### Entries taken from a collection
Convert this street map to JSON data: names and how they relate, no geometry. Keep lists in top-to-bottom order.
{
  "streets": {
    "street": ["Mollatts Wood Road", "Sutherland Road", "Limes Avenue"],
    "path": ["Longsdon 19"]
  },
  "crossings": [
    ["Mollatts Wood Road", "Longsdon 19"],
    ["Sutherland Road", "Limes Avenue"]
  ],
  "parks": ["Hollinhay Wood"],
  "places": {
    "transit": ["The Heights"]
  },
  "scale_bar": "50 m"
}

### Task
Transcribe, exactly and completely, all of the entries.

### Answer
Convert this street map to JSON data: names and how they relate, no geometry. Keep lists in top-to-bottom order.
{
  "streets": {
    "street": ["Mollatts Wood Road", "Sutherland Road", "Limes Avenue"],
    "path": ["Longsdon 19"]
  },
  "crossings": [
    ["Mollatts Wood Road", "Longsdon 19"],
    ["Sutherland Road", "Limes Avenue"]
  ],
  "parks": ["Hollinhay Wood"],
  "places": {
    "transit": ["The Heights"]
  },
  "scale_bar": "50 m"
}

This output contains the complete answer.